Febri melanjutkan, jika dalam waktu dekat Febrie kembali dibutuhkan keterangannya, kliennya siap memenuhi panggilan.
"Tentu saja Pak FA akan bersedia dan tetap akan komit untuk menghormati proses hukum ini,” katanya.
Diketahui, Kejaksaan Agung sedang mengusut empat surat perintah penyidikan (sprindik) lanjutan dari pengalihan kasus dugaan korupsi dan TPPU yang ditangani penyidik gabungan Polri.

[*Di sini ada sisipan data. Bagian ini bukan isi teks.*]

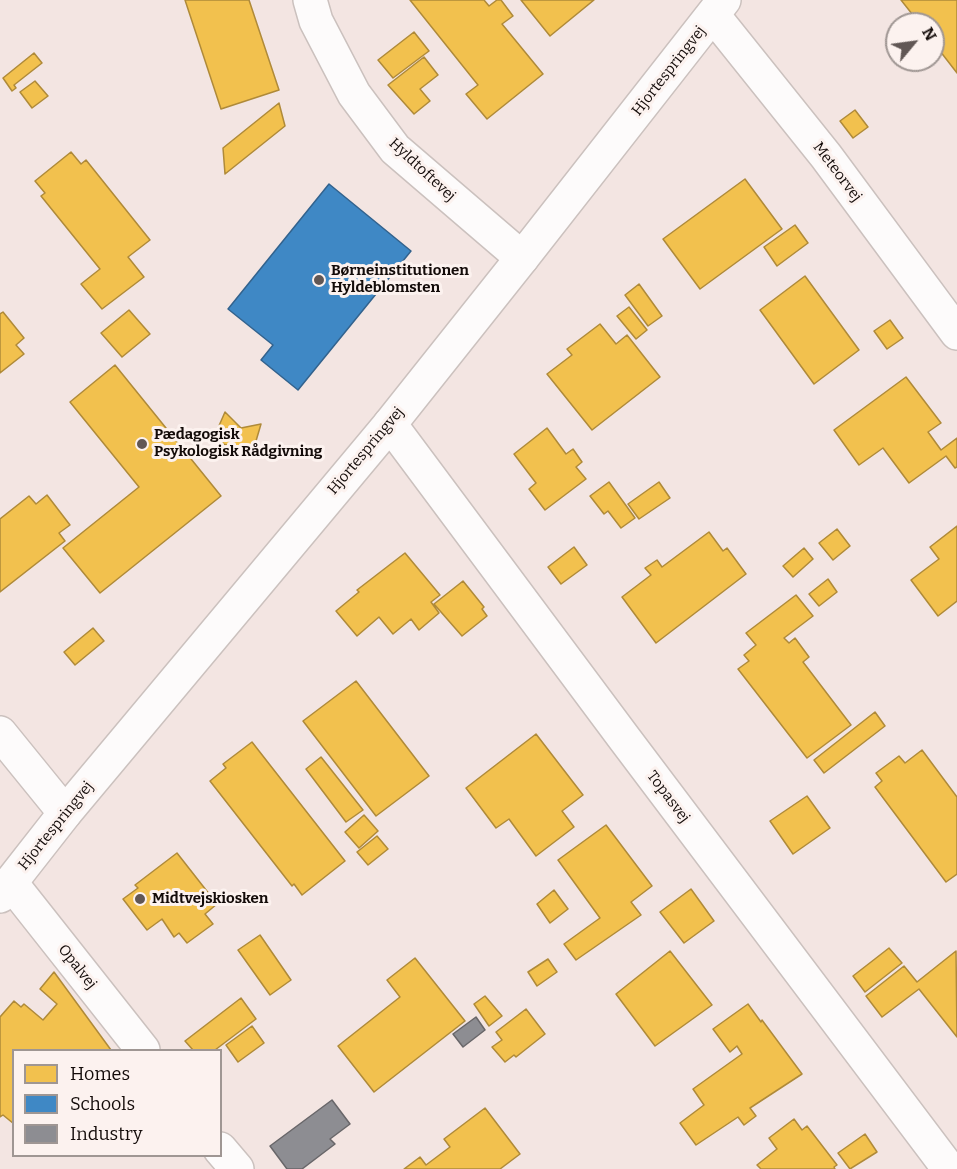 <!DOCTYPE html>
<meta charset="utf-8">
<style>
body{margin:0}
#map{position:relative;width:957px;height:1169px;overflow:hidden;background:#f3e5e2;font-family:Bitter,serif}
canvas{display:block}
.legend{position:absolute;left:12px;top:1049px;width:210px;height:108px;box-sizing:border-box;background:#fcf2ef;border:2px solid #9f9693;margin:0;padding:8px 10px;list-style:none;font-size:18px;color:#130b09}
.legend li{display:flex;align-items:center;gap:12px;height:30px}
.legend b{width:30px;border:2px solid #9f9693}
.north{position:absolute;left:885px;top:12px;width:60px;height:60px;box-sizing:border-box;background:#fcf2ef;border:2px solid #9f9693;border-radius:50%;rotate:61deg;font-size:16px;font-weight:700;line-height:24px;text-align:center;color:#130b09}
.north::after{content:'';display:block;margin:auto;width:21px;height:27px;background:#615755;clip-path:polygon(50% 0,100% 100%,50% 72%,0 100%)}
</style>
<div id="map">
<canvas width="957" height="1169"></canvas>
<ul class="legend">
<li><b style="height:16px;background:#f2c14e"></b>Homes</li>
<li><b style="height:16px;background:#3f88c5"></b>Schools</li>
<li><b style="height:16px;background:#8d8d92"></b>Industry</li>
</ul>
<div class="north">N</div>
</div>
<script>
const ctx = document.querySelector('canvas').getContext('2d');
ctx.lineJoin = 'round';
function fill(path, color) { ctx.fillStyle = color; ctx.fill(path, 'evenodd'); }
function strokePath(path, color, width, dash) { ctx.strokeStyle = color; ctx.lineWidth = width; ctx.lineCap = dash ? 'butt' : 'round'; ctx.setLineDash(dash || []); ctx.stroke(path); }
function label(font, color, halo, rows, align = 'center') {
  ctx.font = font + ' Bitter,serif'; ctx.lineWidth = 6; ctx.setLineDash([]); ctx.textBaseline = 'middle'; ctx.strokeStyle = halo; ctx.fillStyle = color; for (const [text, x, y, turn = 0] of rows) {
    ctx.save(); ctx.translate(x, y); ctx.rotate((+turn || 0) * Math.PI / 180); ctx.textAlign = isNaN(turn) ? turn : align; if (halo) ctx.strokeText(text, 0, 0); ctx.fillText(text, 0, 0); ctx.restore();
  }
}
const homes = new Path2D(`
 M185 0H249L279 90 221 109Z
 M410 0H484L489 6 497 0H501L513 16 502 24 543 74 487 119 466 94 478 85Z
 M521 0H594L550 36Z
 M901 0H957V73L933 42V24H920Z
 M414 32 429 51 393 78 378 60Z
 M34 53 42 63 14 85 16 88 12 91 3 78Z
 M424 57 438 75 420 89 430 101 414 114 388 85Z
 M35 81 48 96 32 108 20 92Z
 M279 103 285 126 225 174 223 148Z
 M855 110 868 127 853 138 840 121Z
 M71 152 81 164 86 160 150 240 128 257 144 277 102 309 81 284 100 269 41 196 45 193 35 181Z
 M745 179 782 229 700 289 663 239Z
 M795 225 808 243 777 266 764 247Z
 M805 276 859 350 814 384 760 310Z
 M639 284 662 316 648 326 625 295Z
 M629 307 647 330 636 339 617 316Z
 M129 310 150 334 122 357 101 333Z
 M3 312 24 338 16 345 24 354 0 373V314Z
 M890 320 903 338 887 349 874 331Z
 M600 324 616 344 627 335 660 377 592 430 547 374 572 355 567 349Z
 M115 365 221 496 100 593 63 548 139 487 70 402Z
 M906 377 941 423 928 432 941 450 957 438V467L955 468 946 456 909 483 883 448 859 465 834 430Z
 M225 412 241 428 261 424 256 441 243 450 223 444 218 428Z
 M547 428 566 454 573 449 582 462 576 467 586 479 545 510 529 489 536 483 514 454Z
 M609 482 635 518 621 528 608 511 604 514 590 496Z
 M659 482 670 498 639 519 628 504Z
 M47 495 70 525 59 533 65 541 0 592V519L29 496 36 504Z
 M957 526V601L938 616 911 580 939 559 930 547Z
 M837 529 850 546 833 560 819 543Z
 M709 532 723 551 727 548 746 574 656 643 622 597 651 575 645 568 657 560 662 567Z
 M574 547 587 565 561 584 548 567Z
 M804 548 813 559 793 577 783 566Z
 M405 553 440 595 431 602 439 613 419 630 411 619 393 634 379 617 357 636 336 611 359 592 357 590Z
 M828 579 837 592 819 606 809 594Z
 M463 581 484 607 482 609 487 616 462 636 434 604Z
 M796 595 813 616 784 638 789 643 795 638 809 657 803 662 851 725 807 758 738 669 749 661 744 655 756 645 746 633Z
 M93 628 104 641 75 665 64 652Z
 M356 681 429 776 376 816 303 721Z
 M875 712 885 726 824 773 814 760Z
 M536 734 583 795 562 811 574 827 536 856 509 819 496 828 466 788Z
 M252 742 345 861 302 895 294 884 292 886 210 781 226 768 223 764Z
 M922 750 957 797V874L946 882 875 787 882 781 876 773 899 756 905 763Z
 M321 757 363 810 346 822 306 769Z
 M807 796 830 828 793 854 770 821Z
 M364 815 378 831 359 848 345 832Z
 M606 825 652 886 631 902 641 915 576 960 564 944 600 918 558 860Z
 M377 836 388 849 368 865 357 852Z
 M177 853 217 904 205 914 213 924 187 943 179 933 174 937 162 919 147 930 123 899 138 888 135 885Z
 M691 889 714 921 684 943 660 912Z
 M554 890 568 909 550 923 537 904Z
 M260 935 291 980 270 995 238 950Z
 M889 948 902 963 865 992 853 976Z
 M670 951 712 1005 655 1046 616 994Z
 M956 951 957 1037 919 989 882 1017 866 996 904 966 917 982Z
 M415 958 465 1021 374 1092 338 1046 400 997 387 980Z
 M548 959 557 972 537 986 528 972Z
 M54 972 111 1050H14V1124L3 1115 0 1117V1017L14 1001 21 1007 24 1004 43 1020 57 1004 40 989Z
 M485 996 502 1016 489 1026 474 1004Z
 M241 998 256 1019 215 1050H193L185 1041Z
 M748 1004 761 1022 762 1020 802 1074 750 1108 756 1116 744 1125 738 1117 696 1145 680 1123 704 1105 693 1089 742 1054 737 1046 730 1052 713 1029Z
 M526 1009 545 1034 516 1057 514 1055 505 1062 492 1047 502 1040 496 1032Z
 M252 1026 264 1043 238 1062 226 1045Z
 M485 1108 520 1154 500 1169H404L420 1157 426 1165 450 1147 444 1139Z
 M794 1119 802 1130 807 1126 837 1165 834 1167 835 1169H761L757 1165 777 1149 769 1138Z
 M865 1134 877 1152 850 1169 838 1153Z`);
const schools = new Path2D(`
 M329 184 411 251 298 390 261 360 273 345 228 309Z`);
const industry = new Path2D(`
 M476 1017 485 1030 463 1047 453 1034Z
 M332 1100 350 1124 330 1139 335 1144 302 1169H287L270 1146Z`);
const minor = new Path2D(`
 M310 0 316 21 354 94 395 149 522 258
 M713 15 826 156 957 333
 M390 424 624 738 949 1169
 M0 733 65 813
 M11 883 143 1050
 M220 1149 237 1169`);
const tertiary = new Path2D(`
 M0 896 65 813 390 424 522 258 724 0`);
const markers = [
 [319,280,6,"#615755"],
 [142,444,6,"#615755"],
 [140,899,6,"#615755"]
];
const streetNames = [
 ["Hjortespringvej",669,71,-52],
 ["Hyldtoftevej",422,170,43],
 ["Meteorvej",837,172,53],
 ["Hjortespringvej",366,451,-50],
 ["Topasvej",668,797,53],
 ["Hjortespringvej",56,826,-51],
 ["Opalvej",77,967,52]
];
const poiNames = [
 ["Børneinstitutionen",331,271],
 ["Hyldeblomsten",331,288],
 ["Pædagogisk",154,435],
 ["Psykologisk Rådgivning",154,452],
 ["Midtvejskiosken",152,899]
];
fill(homes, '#f2c14e');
strokePath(homes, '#af8a39', 1.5);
fill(schools, '#3f88c5');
strokePath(schools, '#32628d', 1.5);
fill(industry, '#8d8d92');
strokePath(industry, '#686669', 1.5);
strokePath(minor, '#cbc1be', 36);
strokePath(tertiary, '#cbc1be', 36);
strokePath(minor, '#fdfbfb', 33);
strokePath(tertiary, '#fdfbfb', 33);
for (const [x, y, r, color] of markers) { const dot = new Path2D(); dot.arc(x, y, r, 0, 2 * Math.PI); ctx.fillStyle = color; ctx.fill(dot); strokePath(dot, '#fcf2ef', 2); }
label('15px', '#130b09', '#fcf2ef', streetNames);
label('bold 15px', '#130b09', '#fcf2ef', poiNames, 'left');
</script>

Dari empat sprindik tersebut, Febrie telah dijerat dalam kasus dugaan TPPU emas 74 kilogram dan valuta asing senilai Rp476 miliar, serta kasus korupsi PT Asabri.
Sementara itu, dua sprindik, yakni anak usaha PT Krakatau Steel dan batu bara pemicu blackout, masih berstatus saksi.
Selain Febrie, Kejagung juga menetapkan Don Ritto sebagai tersangka dalam kasus korupsi PT Asabri. Sedangkan Nurman Herin dijerat sebagai tersangka atas TPPU yang menyangkut Febrie.